Un concert sur les bords de seine

Et vogue la péniche !

Jeudi 23 septembre, à bord de la péniche "Le vaisseau fantôme " amarrée Quai de seine, a eu lieu un concert, on ne peut plus original.



Musette Baroque, Cabrette, Vieille, Cornemuse et Tambour se sont donnés rendez-vous pour une soirée inoubliable. Les aficionados étaient tous là pour écouter leurs instruments préférés et les vedettes du soir.

Dominique Paris, François Lazarevic, Julien Barbance, Jacques Lafranchi ont, tour à tour, animé un petit bal sympa comme on les aime. Le groupe Trad'ouir était aussi de la fête.

Une péniche ? Oui, c'était bien le lieu. Cinq mètres de large, Trente mètres de longueur de cale, il y avait de quoi danser quelques bourrées endiablées.


Le sol était rustique et un certain tangage à l'intérieur nous poussait vers le côté quai. La péniche ne bougeait pas. Mais quel était donc ce mystère pour nous qui n'avions rien bu de la soirée ? Il est des bizarreries que l'on met du temps à comprendre.
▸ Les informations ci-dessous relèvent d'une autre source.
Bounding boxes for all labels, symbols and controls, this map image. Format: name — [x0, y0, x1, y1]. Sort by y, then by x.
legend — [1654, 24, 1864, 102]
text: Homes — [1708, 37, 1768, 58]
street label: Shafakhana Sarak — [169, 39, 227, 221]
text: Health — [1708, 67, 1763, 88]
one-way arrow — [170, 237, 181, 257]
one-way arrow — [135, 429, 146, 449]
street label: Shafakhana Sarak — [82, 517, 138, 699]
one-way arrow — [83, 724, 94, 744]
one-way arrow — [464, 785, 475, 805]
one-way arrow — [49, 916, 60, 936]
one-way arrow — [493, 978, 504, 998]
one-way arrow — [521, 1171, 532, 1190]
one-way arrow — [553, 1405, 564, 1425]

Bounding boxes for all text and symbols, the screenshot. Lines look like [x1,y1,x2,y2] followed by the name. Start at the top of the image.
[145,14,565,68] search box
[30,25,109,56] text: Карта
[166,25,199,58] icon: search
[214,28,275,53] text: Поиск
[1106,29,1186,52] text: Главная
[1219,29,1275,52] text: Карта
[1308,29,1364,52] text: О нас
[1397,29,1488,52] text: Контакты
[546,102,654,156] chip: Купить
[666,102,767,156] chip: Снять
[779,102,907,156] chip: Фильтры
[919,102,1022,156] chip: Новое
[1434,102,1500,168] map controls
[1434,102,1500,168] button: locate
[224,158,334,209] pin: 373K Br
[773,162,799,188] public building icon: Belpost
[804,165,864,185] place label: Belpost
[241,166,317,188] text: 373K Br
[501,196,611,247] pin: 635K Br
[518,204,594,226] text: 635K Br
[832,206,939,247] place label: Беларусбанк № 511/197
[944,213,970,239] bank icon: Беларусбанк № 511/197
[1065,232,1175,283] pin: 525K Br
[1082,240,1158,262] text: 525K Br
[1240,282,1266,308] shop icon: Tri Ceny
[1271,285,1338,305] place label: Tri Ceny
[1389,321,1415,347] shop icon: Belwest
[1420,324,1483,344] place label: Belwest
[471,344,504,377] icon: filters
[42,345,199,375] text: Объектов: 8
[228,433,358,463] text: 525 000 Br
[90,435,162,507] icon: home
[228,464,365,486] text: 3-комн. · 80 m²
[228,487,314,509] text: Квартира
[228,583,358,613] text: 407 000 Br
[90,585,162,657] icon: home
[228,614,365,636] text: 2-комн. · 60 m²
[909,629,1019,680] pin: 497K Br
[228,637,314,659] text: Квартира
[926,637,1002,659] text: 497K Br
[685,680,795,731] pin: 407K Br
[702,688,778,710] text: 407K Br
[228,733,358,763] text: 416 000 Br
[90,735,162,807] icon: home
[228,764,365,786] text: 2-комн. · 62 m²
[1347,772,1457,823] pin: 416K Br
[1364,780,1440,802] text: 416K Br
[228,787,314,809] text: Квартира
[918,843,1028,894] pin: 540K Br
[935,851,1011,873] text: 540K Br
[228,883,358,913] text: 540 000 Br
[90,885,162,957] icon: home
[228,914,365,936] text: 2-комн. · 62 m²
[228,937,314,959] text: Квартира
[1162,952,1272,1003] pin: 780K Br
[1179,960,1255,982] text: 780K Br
La solution était à l'extérieur. Quelques amarres trop serrées tiraient le navire du côté du quai et le faisaient pencher ! C'est une drôle de sensation que de danser sur un sol qui penche. Ainsi, nous avons eu le privilège de danser des valses à deux temps.

 

Surprenant et incongrus pour un danseur mais situation courante pour un batelier. En effet, le premier temps était le temps " rapide " celui où l'on descendait la pente, le deuxième temps était le temps " pénible ", celui où l'on devait remonter ce qu'on avait descendu.



Entre les deux, il y avait un virage à prendre. Il s'en est fallu de peu que l'on se retrouve sur les genoux d'une spectatrice au repos !
Une belle prestation a été donné par le duo d'un soir Dominique Paris et François Lazarevic.
Un ensemble de deux musettes Baroques, jouant ensemble chant et contre-chant c'est assez rare pour être souligné. Je suis prêt à parier que ce jeudi 23 septembre vers les 21 heures seules deux musettes sonnaient sur la planète terre.



Ils étaient deux, nous sommes six milliards, il y avait une chance sur 3 milliards d'entendre un joueur de cette envergure.

Seule au monde dans une salle pleine, c'est un comble ! Un joli son, doux et discret sort de ces " Cornemuses " venues d'un temps où la cour du roi de France s'amusait dans ses salons.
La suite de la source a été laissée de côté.